Leichlingen: Wackel-Kandidaten
VON ROMAN ZILLES - zuletzt aktualisiert: 15.09.2007Leichlingen (RPO). Bevor womöglich der nächste Sturm sie umweht, soll die Pappel-Reihe hinter dem Schulzentrum gefällt werden. Die ersten Bäume werden in den nächsten Wochen weichen. Auch auf dem Witzheldener Friedhof wird gerodet.
Viele Leichlinger Haushalte blieben im Juli für Stunden ohne Strom, weil ein Baum am Schulzentrum umgestürzt war und dabei eine Stromleitung beschädigte. Nach diesem Kurzschluss entschloss sich die Stadtverwaltung zum Handeln. Ergebnis: In Kürze sollen sämtliche Pappeln Am Hammer der Säge zum Opfer fallen.

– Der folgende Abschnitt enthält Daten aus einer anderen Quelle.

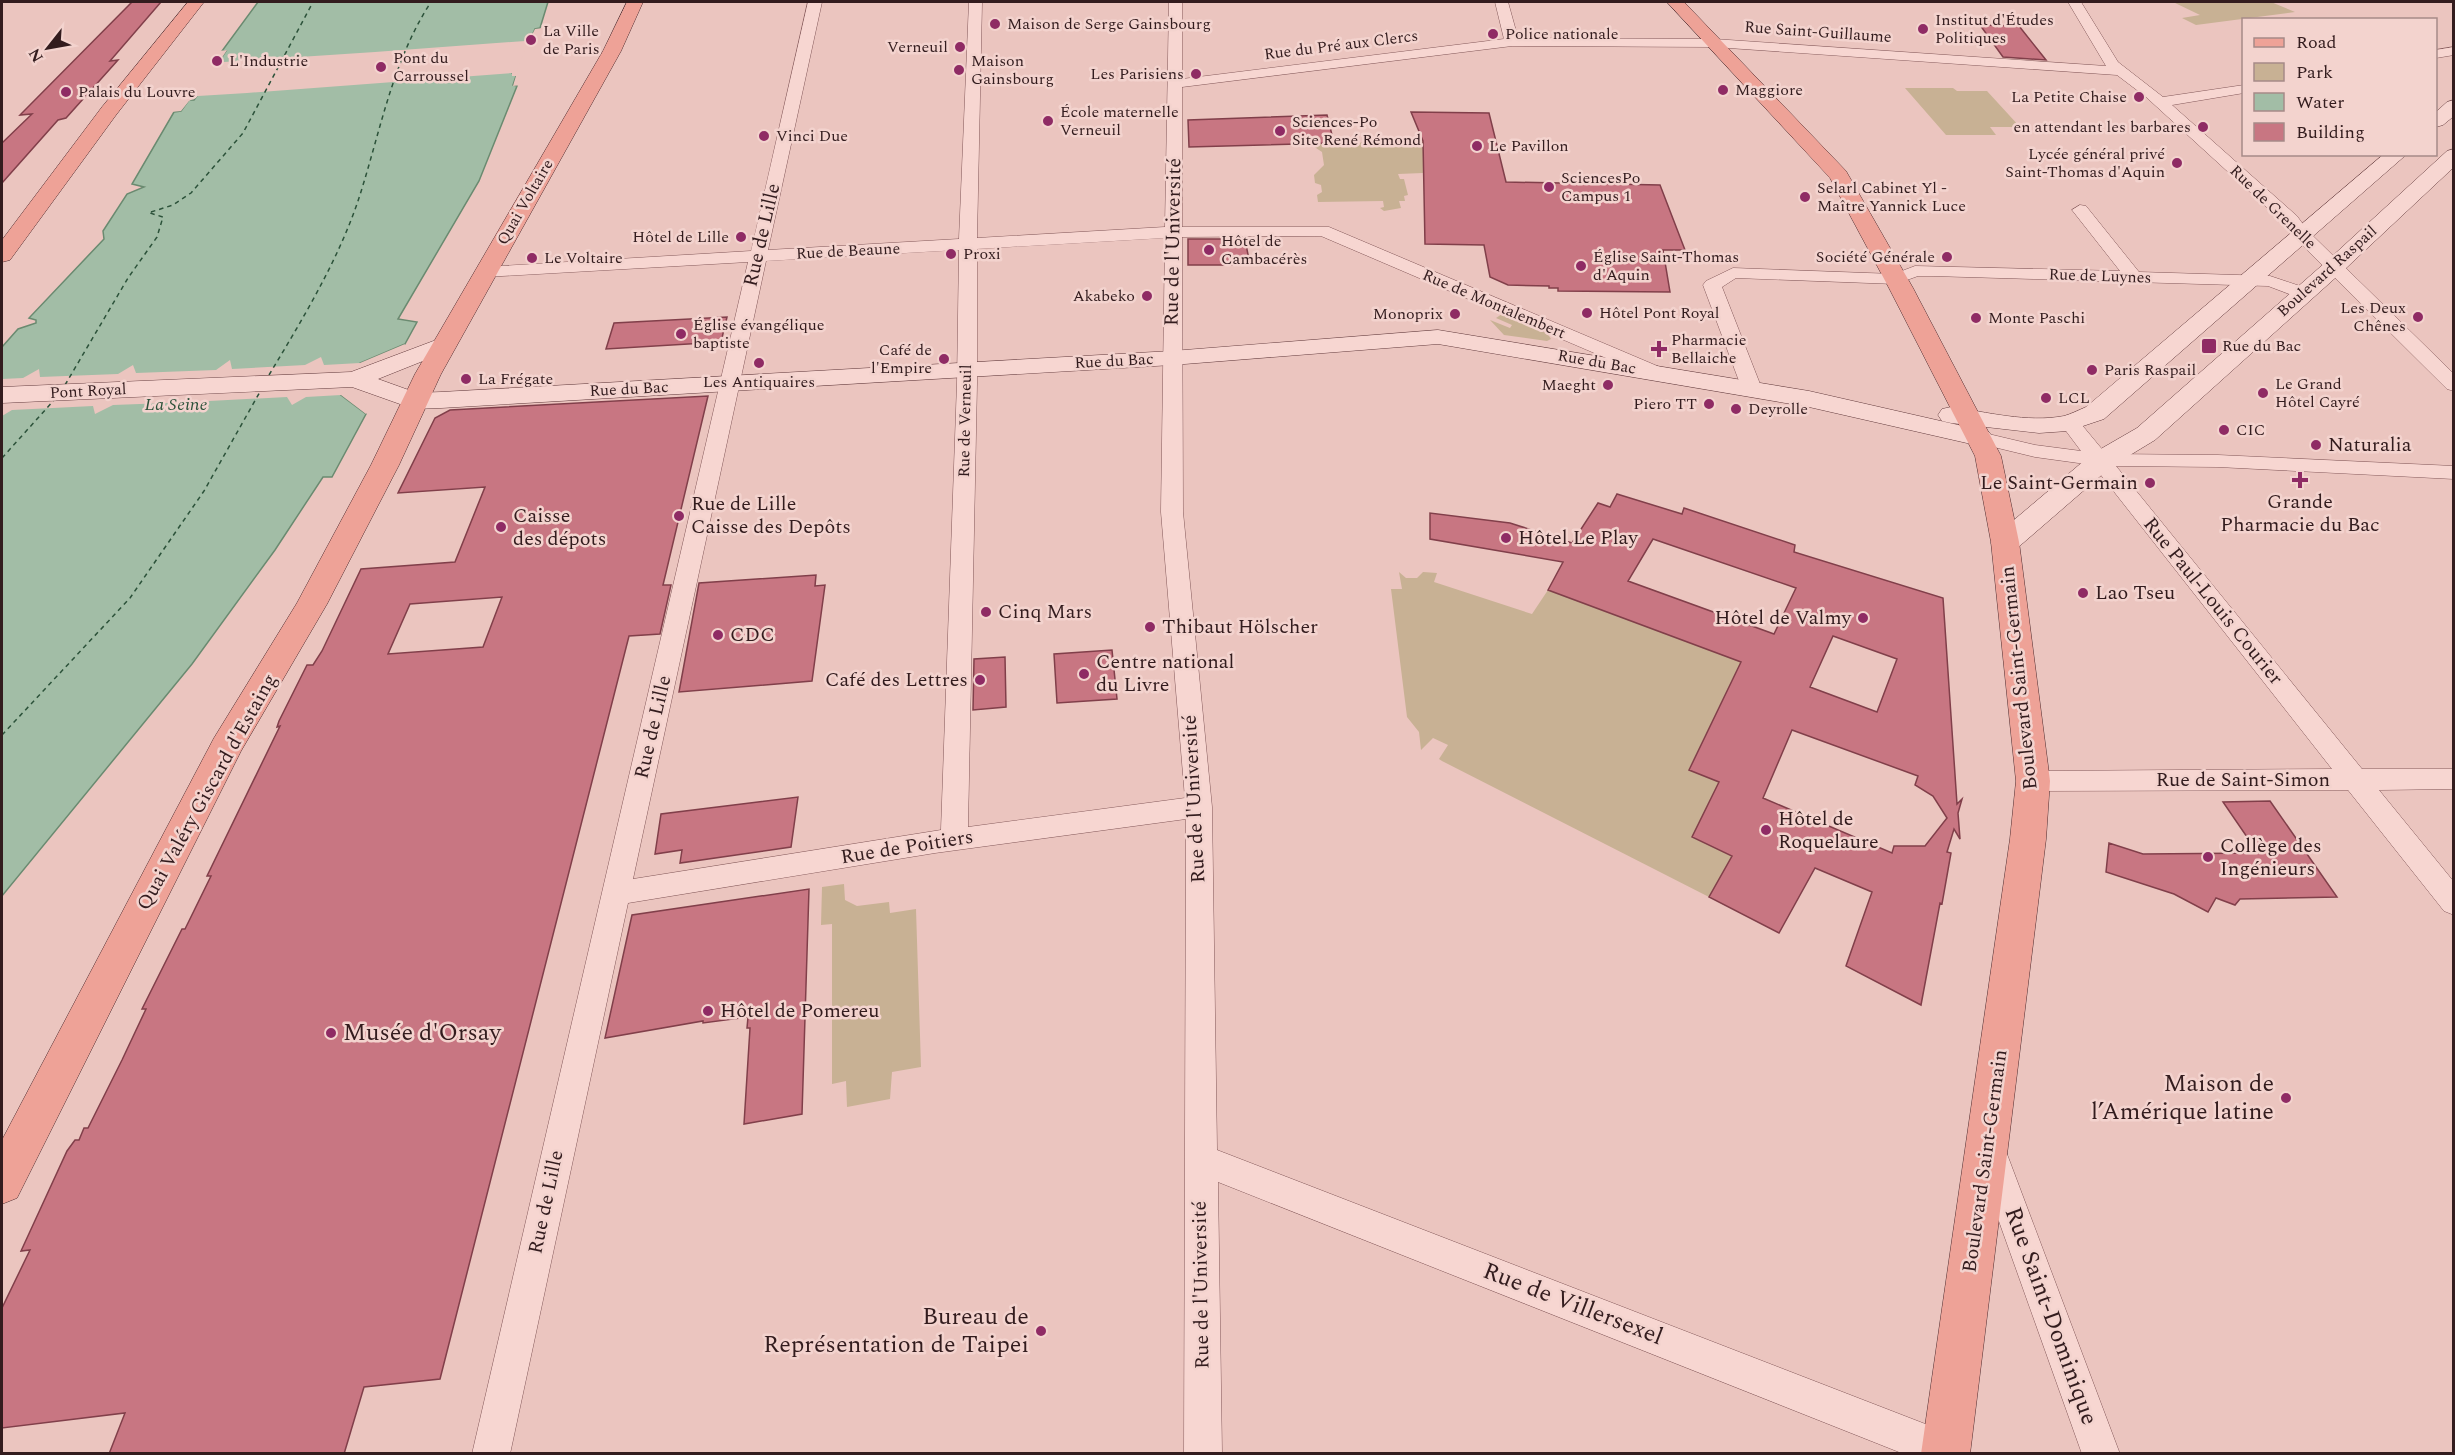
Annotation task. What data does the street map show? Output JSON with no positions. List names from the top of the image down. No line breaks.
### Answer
{"streets":{"main road":["Quai Voltaire","Boulevard Raspail","Rue du Bac","Pont Royal","Boulevard Saint-Germain","Quai Valéry Giscard d'Estaing"],"street":["Rue Saint-Guillaume","Rue du Pré aux Clercs","Rue de Grenelle","Rue de Lille","Rue de l'Université","Rue de Beaune","Rue de Luynes","Rue de Montalembert","Rue de Verneuil","Rue Paul-Louis Courier","Rue de Saint-Simon","Rue de Poitiers","Rue de Villersexel","Rue Saint-Dominique"]},"crossings":[["Rue Saint-Guillaume","Rue du Pré aux Clercs"],["Rue Saint-Guillaume","Rue de Grenelle"],["Rue Saint-Guillaume","Boulevard Saint-Germain"],["Rue du Pré aux Clercs","Rue de l'Université"],["Quai Voltaire","Rue de Beaune"],["Quai Voltaire","Rue du Bac"],["Quai Voltaire","Pont Royal"],["Quai Voltaire","Quai Valéry Giscard d'Estaing"],["Rue de Grenelle","Boulevard Raspail"],["Rue de Lille","Rue de Beaune"],["Rue de Lille","Rue du Bac"],["Rue de Lille","Rue de Poitiers"],["Rue de l'Université","Rue de Beaune"],["Rue de l'Université","Rue de Montalembert"],["Rue de l'Université","Rue du Bac"],["Rue de l'Université","Rue de Poitiers"],["Rue de l'Université","Rue de Villersexel"],["Rue de Beaune","Rue de Montalembert"],["Rue de Beaune","Rue de Verneuil"],["Boulevard Raspail","Rue de Luynes"],["Boulevard Raspail","Rue du Bac"],["Boulevard Raspail","Rue Paul-Louis Courier"],["Boulevard Raspail","Boulevard Saint-Germain"],["Rue de Luynes","Rue du Bac"],["Rue de Luynes","Boulevard Saint-Germain"],["Rue de Montalembert","Rue du Bac"],["Rue du Bac","Pont Royal"],["Rue du Bac","Rue de Verneuil"],["Rue du Bac","Rue Paul-Louis Courier"],["Rue du Bac","Boulevard Saint-Germain"],["Rue du Bac","Quai Valéry Giscard d'Estaing"],["Pont Royal","Quai Valéry Giscard d'Estaing"],["Rue de Verneuil","Rue de Poitiers"],["Rue Paul-Louis Courier","Rue de Saint-Simon"],["Boulevard Saint-Germain","Rue de Saint-Simon"],["Boulevard Saint-Germain","Rue de Villersexel"],["Boulevard Saint-Germain","Rue Saint-Dominique"]],"water":["La Seine"],"places":{"other":["Maison de Serge Gainsbourg","Institut d'Études Politiques","Police nationale","La Ville de Paris","Verneuil","L'Industrie","Pont du Carroussel","Maison Gainsbourg","Les Parisiens","Maggiore","Palais du Louvre","La Petite Chaise","École maternelle Verneuil","en attendant les barbares","Sciences-Po Site René Rémond","Vinci Due","Le Pavillon","Lycée général privé Saint-Thomas d'Aquin","SciencesPo Campus 1","Selarl Cabinet Yl - Maître Yannick Luce","Hôtel de Lille","Hôtel de Cambacérès","Proxi","Société Générale","Le Voltaire","Église Saint-Thomas d'Aquin","Akabeko","Hôtel Pont Royal","Monoprix","Les Deux Chênes","Monte Paschi","Église évangélique baptiste","Café de l'Empire","Les Antiquaires","Paris Raspail","La Frégate","Maeght","Le Grand Hôtel Cayré","LCL","Piero TT","Deyrolle","CIC","Naturalia","Le Saint-Germain","Rue de Lille Caisse des Depôts","Caisse des dépots","Hôtel Le Play","Lao Tseu","Cinq Mars","Hôtel de Valmy","Thibaut Hölscher","CDC","Centre national du Livre","Café des Lettres","Hôtel de Roquelaure","Collège des Ingénieurs","Hôtel de Pomereu","Musée d'Orsay","Maison de l’Amérique latine","Bureau de Représentation de Taipei"],"transit":["Rue du Bac"],"health":["Pharmacie Bellaiche","Grande Pharmacie du Bac"]},"legend":["Road","Park","Water","Building"],"north":"bottom left"}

„Die Bäume konnten durch die nur gut einen Meter entfernte Hochwasserschutzmauer nicht die nötigen Wurzeln für einen stabilen Stand entwickeln“, erklärt der Leiter des Tiefbauamts, Jürgen Krey. Bei starkem Ostwind drohen die Pappeln daher, Richtung Wupper zu kippen. Dieser Missstand sei so offensichtlich, dass dafür nicht einmal eine eingehende Untersuchung notwendig gewesen sei.
Fällen in Wietsche
Auch entlang der Straße durch die Wietsche sollen noch in diesem Jahr einige Bäume abgeholzt werden. Laut Förster Karl Zimmermann wird dort im Randbereich des Waldes eine Fäll-Aktion durchgeführt werden. Hintergrund sei ein umgefallener Baum, der in diesem Jahr in der Ortschaft auf ein Haus gestürzt sei.
„Kritisches Alter“
Auch Förster Karl Zimmermann weiß um die Notwendigkeit der Fäll-Aktion. „Ich schätze, die Pappeln sind etwa 50 Jahre alt. Damit haben sie nach der derzeitigen Rechtssprechung ein kritisches Alter erreicht“, sagt Zimmermann, der aber anmerkt, dass die Gerichte in jüngster Vergangenheit „etwas Baum-feindlicher urteilen“ und auch der Umgang mit Versicherungen bei Schadensfällen schwieriger geworden sei. Da im Juli eine der gut 30 Meter hohen Pappeln umgefallen sei, gelte nun eben auch das übrige Dutzend als Gefahr.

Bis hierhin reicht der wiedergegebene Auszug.